**What you need to do**: Return only the lines from the start of the records through the line that contains "position:relative; width:437px; height:557px;", inclusive; leave out all pictures.

**Data extracts**:

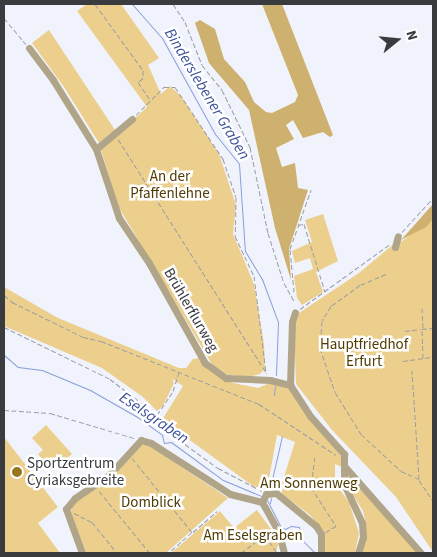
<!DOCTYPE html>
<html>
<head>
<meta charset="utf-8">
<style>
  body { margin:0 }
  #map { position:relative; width:437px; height:557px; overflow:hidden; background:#f0f3fb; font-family:"Source Sans 3",sans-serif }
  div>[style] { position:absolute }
  .green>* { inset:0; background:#eccf8c }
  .forest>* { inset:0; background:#ceb16e }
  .stream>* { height:1px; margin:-0.5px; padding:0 0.5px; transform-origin:0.5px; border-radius:0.5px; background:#899eda }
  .path>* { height:1px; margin-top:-0.5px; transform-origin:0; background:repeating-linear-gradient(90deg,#9b9da4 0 5px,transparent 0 7.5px) }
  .minor>* { height:7px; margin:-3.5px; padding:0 3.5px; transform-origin:3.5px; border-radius:3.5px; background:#b1a589 }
  .dots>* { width:14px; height:14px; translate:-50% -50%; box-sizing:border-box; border:2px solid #fff; border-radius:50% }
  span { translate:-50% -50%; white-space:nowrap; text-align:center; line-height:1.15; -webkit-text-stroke:5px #fff; paint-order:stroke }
  .park-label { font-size:15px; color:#503c03 }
  .street-label { font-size:15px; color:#3a3b3f }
  .poi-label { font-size:15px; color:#3a3b3f }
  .left { translate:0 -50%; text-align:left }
  .water-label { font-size:16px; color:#3b5099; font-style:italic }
  .frame { position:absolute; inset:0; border:5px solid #3a3b3f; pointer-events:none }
  .north { position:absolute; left:372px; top:15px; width:50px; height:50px; -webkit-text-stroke:4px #fff; paint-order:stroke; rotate:73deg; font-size:14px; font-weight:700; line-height:20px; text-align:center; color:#3a3b3f }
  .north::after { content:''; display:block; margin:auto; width:18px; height:22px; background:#3a3b3f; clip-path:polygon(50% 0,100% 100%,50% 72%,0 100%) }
</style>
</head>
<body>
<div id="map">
  <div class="green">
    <i style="clip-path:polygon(87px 4px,121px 4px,159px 58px,148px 65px,161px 94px,170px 86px,181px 96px,219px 154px,236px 205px,233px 234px,254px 284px,264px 344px,265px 369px,260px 374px,248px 377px,228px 375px,213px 366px,118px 206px,101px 150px,147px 107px,77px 11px)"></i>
    <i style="clip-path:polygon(49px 30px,115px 130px,99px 143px,64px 87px,32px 43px)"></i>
    <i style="clip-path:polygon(323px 214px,338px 261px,316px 272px,323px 292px,302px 305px,297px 298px,294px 276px,313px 269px,310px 258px,295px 263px,292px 251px,312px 242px,305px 220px)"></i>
    <i style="clip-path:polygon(433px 219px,433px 552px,396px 497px,332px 430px,296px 384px,294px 327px,299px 313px,359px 273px,395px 243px,399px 243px)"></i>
    <i style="clip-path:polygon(4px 287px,58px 318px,179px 368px,186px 368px,193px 359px,200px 358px,208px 369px,233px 383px,258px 388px,272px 382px,291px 390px,342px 458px,342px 467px,335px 464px,335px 483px,349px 502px,359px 533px,355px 553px,325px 553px,323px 531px,310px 515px,282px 494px,282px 483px,295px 442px,277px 435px,267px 489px,253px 486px,162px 420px,183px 386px,172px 379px,174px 383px,163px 406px,157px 411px,143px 397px,102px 368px,4px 326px)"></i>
    <i style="clip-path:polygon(46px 425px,72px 454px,53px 471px,38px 454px,43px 450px,32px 438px)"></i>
    <i style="clip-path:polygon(4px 437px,58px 507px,38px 523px,60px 553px,4px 553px)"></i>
    <i style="clip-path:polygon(144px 442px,228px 498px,166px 553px,83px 553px,70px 515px,74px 502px)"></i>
    <i style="clip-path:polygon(348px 475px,418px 553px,361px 553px,366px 524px,363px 511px,347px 485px)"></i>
    <i style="clip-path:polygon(257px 510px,279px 540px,276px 553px,171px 553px,220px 511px,234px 528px)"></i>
  </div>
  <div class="forest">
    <i style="clip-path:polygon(262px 4px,282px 4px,333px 135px,330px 137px,323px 132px,303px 138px,293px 120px,286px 125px,294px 139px,276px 148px,282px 167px,295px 163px,298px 188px,308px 190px,289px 249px,291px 280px,275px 228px,249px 110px,209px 63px,195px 23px,200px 20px,215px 29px,224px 59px,245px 82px,254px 102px,266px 112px,272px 113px,295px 102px,298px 95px)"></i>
    <i style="clip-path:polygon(433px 204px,433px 219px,426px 227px,401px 240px)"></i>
  </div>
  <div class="stream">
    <i style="left:132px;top:4px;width:45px;rotate:48.6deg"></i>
    <i style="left:162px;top:38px;width:110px;rotate:61.1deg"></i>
    <i style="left:215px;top:134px;width:38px;rotate:51deg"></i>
    <i style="left:239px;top:164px;width:87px;rotate:86.1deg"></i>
    <i style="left:245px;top:251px;width:33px;rotate:59deg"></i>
    <i style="left:262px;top:279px;width:46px;rotate:69.6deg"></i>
    <i style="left:278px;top:322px;width:53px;rotate:92.2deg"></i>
    <i style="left:4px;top:355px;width:18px;rotate:41deg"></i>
    <i style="left:18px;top:367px;width:24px;rotate:7deg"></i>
    <i style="left:42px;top:370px;width:52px;rotate:22.6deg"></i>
    <i style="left:90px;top:390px;width:56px;rotate:29.7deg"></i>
    <i style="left:139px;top:418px;width:29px;rotate:36deg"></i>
    <i style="left:162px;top:435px;width:8px;rotate:76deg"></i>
    <i style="left:164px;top:443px;width:7px;rotate:-8deg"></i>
    <i style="left:171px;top:442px;width:64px;rotate:36.2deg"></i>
    <i style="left:223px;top:480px;width:41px;rotate:22.8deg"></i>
    <i style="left:274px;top:395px;width:9px;rotate:-84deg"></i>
    <i style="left:270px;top:488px;width:53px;rotate:-77deg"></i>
    <i style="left:267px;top:500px;width:29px;rotate:63deg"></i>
    <i style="left:280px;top:526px;width:6px;rotate:31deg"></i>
    <i style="left:285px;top:529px;width:7px;rotate:-27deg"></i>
    <i style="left:291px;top:526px;width:8px;rotate:7deg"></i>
    <i style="left:299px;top:527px;width:13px;rotate:77deg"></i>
    <i style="left:302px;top:540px;width:18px;rotate:45deg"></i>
    <i style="left:270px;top:503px;width:5px;rotate:-79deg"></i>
  </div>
  <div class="path">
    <i style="left:95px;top:4px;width:82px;rotate:54deg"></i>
    <i style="left:143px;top:70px;width:8px;rotate:90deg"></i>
    <i style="left:143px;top:78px;width:6px;rotate:141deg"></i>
    <i style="left:138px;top:82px;width:23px;rotate:56deg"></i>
    <i style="left:173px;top:4px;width:22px;rotate:56deg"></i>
    <i style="left:185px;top:22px;width:46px;rotate:68.4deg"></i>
    <i style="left:202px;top:65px;width:32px;rotate:51deg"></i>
    <i style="left:222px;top:90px;width:64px;rotate:63.8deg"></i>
    <i style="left:250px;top:147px;width:88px;rotate:78.2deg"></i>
    <i style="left:268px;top:233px;width:52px;rotate:72.3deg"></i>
    <i style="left:284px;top:283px;width:21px;rotate:61deg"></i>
    <i style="left:4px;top:18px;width:34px;rotate:50deg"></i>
    <i style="left:136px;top:115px;width:40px;rotate:-45deg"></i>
    <i style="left:164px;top:87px;width:11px"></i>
    <i style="left:175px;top:87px;width:87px;rotate:56.3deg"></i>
    <i style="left:223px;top:159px;width:40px;rotate:71.1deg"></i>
    <i style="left:236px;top:197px;width:39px;rotate:91deg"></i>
    <i style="left:235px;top:236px;width:44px;rotate:64.6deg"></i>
    <i style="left:254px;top:276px;width:98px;rotate:82.9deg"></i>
    <i style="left:118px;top:139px;width:276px;rotate:57.6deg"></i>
    <i style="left:298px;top:225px;width:6px;rotate:-9deg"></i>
    <i style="left:304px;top:224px;width:71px;rotate:72.8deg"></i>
    <i style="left:402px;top:232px;width:46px;rotate:-47.6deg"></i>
    <i style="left:386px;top:274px;width:28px;rotate:157deg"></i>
    <i style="left:360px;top:285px;width:36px;rotate:144deg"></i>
    <i style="left:331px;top:306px;width:17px;rotate:121deg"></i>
    <i style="left:322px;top:321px;width:27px;rotate:94deg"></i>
    <i style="left:320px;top:348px;width:46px;rotate:71.2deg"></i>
    <i style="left:335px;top:392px;width:49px;rotate:58.2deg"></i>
    <i style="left:361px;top:434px;width:54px;rotate:42.8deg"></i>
    <i style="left:401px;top:471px;width:20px;rotate:24deg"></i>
    <i style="left:419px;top:479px;width:109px;rotate:-93.7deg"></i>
    <i style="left:294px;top:292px;width:43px;rotate:-95.3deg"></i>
    <i style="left:290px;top:249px;width:63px;rotate:-70.4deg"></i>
    <i style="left:4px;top:295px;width:11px;rotate:41deg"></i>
    <i style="left:12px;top:302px;width:79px;rotate:26.2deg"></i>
    <i style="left:83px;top:337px;width:18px;rotate:13deg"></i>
    <i style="left:101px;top:341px;width:170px;rotate:21.7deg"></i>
    <i style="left:259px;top:404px;width:92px;rotate:33.5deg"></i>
    <i style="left:422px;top:308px;width:21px;rotate:87deg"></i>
    <i style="left:300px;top:309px;width:111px;rotate:-35.8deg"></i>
    <i style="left:4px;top:327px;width:118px;rotate:26.1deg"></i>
    <i style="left:110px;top:379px;width:59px;rotate:37.5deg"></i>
    <i style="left:157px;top:415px;width:19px;rotate:58deg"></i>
    <i style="left:167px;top:431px;width:63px;rotate:36deg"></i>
    <i style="left:218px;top:468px;width:50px;rotate:27.6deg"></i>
    <i style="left:405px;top:331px;width:16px;rotate:-7deg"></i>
    <i style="left:423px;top:358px;width:29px;rotate:-92deg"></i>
    <i style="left:422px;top:329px;width:11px;rotate:-5deg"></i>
    <i style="left:403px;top:361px;width:30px;rotate:-8deg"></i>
    <i style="left:4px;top:410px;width:46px;rotate:3.7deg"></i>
    <i style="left:50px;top:413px;width:88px;rotate:16.6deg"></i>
    <i style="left:157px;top:415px;width:29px;rotate:-56deg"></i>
    <i style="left:173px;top:391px;width:19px;rotate:-72deg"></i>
    <i style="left:315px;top:457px;width:30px;rotate:98deg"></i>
    <i style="left:311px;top:487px;width:46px;rotate:57.3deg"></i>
    <i style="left:336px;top:526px;width:12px;rotate:149deg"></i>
    <i style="left:132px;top:458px;width:95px;rotate:51deg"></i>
    <i style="left:192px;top:532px;width:31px;rotate:138deg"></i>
    <i style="left:419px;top:480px;width:25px;rotate:56deg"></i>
    <i style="left:99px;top:491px;width:80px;rotate:50.6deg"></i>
    <i style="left:74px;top:513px;width:20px;rotate:27deg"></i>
    <i style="left:92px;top:522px;width:40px;rotate:51deg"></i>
    <i style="left:193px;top:532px;width:32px;rotate:-41deg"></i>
    <i style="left:241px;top:553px;width:30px;rotate:-37deg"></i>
    <i style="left:265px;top:535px;width:22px;rotate:56deg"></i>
  </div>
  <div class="minor">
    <i style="left:29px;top:48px;width:40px;rotate:53deg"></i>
    <i style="left:53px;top:80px;width:81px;rotate:58.1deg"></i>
    <i style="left:96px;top:149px;width:73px;rotate:71.6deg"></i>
    <i style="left:119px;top:218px;width:54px;rotate:56.3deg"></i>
    <i style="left:149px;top:263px;width:115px;rotate:60.8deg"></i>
    <i style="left:205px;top:363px;width:26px;rotate:36deg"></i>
    <i style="left:226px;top:378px;width:44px;rotate:2.6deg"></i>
    <i style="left:270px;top:380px;width:21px;rotate:14deg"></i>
    <i style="left:290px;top:385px;width:38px;rotate:57deg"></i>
    <i style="left:311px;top:417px;width:50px;rotate:48.3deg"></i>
    <i style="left:344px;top:454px;width:30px;rotate:90deg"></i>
    <i style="left:344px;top:484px;width:43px;rotate:65.2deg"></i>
    <i style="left:362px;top:523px;width:14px;rotate:86deg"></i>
    <i style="left:363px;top:537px;width:17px;rotate:107deg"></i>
    <i style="left:96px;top:149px;width:47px;rotate:-39.8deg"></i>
    <i style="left:395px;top:247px;width:11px;rotate:-75deg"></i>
    <i style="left:290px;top:385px;width:63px;rotate:-88.2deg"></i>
    <i style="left:292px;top:322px;width:10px;rotate:-73deg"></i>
    <i style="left:346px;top:468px;width:113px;rotate:48.6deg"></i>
    <i style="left:262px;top:502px;width:9px;rotate:-63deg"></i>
    <i style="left:266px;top:494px;width:10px;rotate:-6deg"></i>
    <i style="left:276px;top:493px;width:52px;rotate:39.5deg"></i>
    <i style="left:316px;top:526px;width:9px;rotate:58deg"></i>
    <i style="left:321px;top:534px;width:19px;rotate:90deg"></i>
    <i style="left:262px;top:502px;width:35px;rotate:61deg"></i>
    <i style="left:279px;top:533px;width:21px;rotate:76deg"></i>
    <i style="left:82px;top:553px;width:47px;rotate:-110deg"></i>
    <i style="left:66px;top:509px;width:14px;rotate:-51deg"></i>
    <i style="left:75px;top:498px;width:40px;rotate:-34deg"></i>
    <i style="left:108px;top:476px;width:49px;rotate:-47.5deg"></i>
    <i style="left:141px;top:440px;width:10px;rotate:17deg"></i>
    <i style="left:151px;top:443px;width:94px;rotate:32.8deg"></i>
    <i style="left:230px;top:494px;width:33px;rotate:14deg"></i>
  </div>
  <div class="dots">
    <i style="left:17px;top:472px;background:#97761f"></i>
  </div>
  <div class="park-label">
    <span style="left:170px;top:185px">An der<br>Pfaffenlehne</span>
    <span style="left:364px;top:353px">Hauptfriedhof<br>Erfurt</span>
    <span style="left:309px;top:484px">Am Sonnenweg</span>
    <span style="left:151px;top:503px">Domblick</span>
    <span style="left:253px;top:536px">Am Eselsgraben</span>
  </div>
  <div class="street-label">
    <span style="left:191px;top:310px;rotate:60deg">Brühlerflurweg</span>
  </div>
  <div class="poi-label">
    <span class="left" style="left:27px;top:472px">Sportzentrum<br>Cyriaksgebreite</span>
  </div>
  <div class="water-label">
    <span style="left:207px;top:94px;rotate:59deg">Binderslebener Graben</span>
    <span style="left:154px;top:418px;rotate:34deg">Eselsgraben</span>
  </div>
  <div class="frame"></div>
  <div class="north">N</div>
</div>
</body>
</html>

**Output below**:
<!DOCTYPE html>
<html>
<head>
<meta charset="utf-8">
<style>
  body { margin:0 }
  #map { position:relative; width:437px; height:557px; overflow:hidden; background:#f0f3fb; font-family:"Source Sans 3",sans-serif }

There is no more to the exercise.